What is being asked: Please give the number of lines in the entries below that hold "here", with no other words.

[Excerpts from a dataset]
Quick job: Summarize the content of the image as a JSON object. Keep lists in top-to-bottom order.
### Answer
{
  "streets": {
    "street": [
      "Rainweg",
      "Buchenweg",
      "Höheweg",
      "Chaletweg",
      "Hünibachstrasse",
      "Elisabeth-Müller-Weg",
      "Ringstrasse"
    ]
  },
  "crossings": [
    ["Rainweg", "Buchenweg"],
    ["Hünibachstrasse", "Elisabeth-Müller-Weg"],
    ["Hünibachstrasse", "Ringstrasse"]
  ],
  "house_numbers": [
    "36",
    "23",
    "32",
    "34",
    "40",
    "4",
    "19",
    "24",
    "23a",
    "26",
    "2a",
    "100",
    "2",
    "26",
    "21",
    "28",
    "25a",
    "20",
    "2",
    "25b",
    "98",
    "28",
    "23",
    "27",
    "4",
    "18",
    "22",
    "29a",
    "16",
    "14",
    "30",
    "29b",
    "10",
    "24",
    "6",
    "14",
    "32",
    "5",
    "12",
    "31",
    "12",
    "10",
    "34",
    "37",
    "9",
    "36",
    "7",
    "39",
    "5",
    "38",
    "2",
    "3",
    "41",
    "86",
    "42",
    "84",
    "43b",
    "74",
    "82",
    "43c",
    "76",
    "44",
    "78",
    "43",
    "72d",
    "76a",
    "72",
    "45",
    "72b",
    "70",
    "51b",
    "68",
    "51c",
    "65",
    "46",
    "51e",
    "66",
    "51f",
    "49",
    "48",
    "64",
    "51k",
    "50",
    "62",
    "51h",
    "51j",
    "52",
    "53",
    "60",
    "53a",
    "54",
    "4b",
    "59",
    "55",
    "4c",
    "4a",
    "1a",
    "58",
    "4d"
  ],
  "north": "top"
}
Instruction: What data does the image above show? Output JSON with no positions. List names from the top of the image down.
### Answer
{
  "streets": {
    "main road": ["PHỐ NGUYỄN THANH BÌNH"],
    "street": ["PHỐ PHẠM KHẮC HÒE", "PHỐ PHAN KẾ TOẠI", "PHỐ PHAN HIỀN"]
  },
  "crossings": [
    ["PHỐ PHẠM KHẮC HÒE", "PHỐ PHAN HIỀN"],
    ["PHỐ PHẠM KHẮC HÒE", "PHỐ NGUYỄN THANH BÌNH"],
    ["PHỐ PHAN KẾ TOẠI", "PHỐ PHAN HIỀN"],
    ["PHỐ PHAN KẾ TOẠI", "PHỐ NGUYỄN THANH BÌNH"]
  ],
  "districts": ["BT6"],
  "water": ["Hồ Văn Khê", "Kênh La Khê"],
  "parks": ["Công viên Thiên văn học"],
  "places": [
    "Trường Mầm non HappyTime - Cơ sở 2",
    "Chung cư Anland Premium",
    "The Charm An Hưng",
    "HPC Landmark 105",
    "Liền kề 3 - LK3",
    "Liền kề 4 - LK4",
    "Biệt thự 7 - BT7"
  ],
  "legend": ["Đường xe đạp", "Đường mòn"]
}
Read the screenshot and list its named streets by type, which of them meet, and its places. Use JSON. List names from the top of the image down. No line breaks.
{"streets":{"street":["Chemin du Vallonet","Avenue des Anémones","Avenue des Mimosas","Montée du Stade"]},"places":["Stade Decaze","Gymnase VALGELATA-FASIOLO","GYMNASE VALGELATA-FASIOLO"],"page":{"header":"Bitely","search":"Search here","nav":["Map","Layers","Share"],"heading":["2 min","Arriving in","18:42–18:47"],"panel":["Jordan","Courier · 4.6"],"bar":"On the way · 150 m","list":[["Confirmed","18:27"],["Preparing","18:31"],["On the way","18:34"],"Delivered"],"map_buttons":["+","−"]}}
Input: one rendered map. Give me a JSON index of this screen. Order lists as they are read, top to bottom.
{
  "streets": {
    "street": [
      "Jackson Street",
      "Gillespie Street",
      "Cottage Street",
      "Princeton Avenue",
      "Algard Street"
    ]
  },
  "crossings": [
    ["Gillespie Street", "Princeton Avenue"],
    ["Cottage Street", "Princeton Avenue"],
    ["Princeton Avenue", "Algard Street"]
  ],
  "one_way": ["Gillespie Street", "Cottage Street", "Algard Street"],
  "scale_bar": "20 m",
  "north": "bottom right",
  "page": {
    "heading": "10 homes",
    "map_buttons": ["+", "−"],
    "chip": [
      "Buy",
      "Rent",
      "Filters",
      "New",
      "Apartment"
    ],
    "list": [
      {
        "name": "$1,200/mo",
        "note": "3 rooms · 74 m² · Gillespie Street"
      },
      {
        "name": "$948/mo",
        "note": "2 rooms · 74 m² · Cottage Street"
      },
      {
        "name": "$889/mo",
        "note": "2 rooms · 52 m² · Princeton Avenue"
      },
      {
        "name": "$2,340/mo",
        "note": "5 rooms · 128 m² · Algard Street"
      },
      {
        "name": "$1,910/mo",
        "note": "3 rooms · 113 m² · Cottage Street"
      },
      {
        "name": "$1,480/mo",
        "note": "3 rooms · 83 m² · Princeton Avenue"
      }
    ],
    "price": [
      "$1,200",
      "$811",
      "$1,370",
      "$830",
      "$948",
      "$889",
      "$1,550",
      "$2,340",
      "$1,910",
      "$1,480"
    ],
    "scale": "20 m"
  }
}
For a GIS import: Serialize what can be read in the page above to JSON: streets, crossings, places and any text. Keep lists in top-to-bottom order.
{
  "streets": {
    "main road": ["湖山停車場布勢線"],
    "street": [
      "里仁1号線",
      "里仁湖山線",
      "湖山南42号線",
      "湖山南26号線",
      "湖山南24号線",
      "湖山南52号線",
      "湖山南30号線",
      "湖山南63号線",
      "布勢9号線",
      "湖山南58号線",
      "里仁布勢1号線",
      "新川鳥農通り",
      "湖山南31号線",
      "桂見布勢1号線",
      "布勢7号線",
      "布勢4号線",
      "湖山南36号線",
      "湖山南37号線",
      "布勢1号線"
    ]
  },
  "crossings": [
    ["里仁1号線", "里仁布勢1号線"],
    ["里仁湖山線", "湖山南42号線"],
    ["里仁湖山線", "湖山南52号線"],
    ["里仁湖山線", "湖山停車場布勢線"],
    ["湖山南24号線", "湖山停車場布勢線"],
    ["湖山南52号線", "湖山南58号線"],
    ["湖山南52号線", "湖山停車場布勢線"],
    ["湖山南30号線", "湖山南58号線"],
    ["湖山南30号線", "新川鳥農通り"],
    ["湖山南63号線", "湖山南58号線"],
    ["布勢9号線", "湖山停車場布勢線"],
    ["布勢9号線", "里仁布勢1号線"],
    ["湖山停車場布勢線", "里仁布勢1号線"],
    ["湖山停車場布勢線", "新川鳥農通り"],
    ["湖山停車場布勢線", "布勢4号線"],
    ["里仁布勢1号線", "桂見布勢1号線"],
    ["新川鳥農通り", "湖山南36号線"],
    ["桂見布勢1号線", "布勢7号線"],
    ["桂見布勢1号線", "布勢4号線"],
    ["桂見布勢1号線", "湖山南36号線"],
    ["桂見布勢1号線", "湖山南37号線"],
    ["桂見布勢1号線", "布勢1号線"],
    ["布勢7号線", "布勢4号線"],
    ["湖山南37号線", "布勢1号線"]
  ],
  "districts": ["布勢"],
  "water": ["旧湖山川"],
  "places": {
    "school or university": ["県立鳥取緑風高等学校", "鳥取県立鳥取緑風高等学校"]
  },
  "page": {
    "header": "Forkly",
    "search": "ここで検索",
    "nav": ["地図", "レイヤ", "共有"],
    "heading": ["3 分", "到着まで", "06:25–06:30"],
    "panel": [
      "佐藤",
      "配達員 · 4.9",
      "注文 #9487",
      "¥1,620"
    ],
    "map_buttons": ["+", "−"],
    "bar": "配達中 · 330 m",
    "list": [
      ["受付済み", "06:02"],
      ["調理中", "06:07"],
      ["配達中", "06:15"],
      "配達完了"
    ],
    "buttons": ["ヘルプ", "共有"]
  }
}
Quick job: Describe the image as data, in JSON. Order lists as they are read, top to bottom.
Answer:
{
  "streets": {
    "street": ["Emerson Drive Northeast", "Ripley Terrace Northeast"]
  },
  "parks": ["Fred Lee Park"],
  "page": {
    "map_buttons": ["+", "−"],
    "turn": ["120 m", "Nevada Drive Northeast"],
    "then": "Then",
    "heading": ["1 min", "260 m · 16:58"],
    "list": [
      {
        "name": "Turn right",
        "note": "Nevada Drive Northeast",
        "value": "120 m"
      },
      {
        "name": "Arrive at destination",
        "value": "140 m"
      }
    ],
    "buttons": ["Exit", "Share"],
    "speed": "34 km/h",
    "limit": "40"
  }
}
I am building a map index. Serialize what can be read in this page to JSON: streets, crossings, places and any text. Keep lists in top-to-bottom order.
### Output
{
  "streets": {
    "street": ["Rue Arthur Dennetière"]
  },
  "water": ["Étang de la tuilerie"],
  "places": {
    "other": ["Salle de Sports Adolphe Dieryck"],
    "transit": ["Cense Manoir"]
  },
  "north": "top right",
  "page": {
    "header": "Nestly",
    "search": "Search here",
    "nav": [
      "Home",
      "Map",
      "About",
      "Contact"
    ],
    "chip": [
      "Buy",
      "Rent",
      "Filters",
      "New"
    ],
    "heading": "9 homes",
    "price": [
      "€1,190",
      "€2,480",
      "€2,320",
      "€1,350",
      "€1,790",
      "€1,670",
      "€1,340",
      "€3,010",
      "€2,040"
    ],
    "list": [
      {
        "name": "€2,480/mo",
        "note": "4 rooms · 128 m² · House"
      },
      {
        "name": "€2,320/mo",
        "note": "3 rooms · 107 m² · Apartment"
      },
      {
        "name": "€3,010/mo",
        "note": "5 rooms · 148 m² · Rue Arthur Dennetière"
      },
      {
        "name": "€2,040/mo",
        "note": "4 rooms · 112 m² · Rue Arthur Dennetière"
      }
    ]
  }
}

Exercise response: 2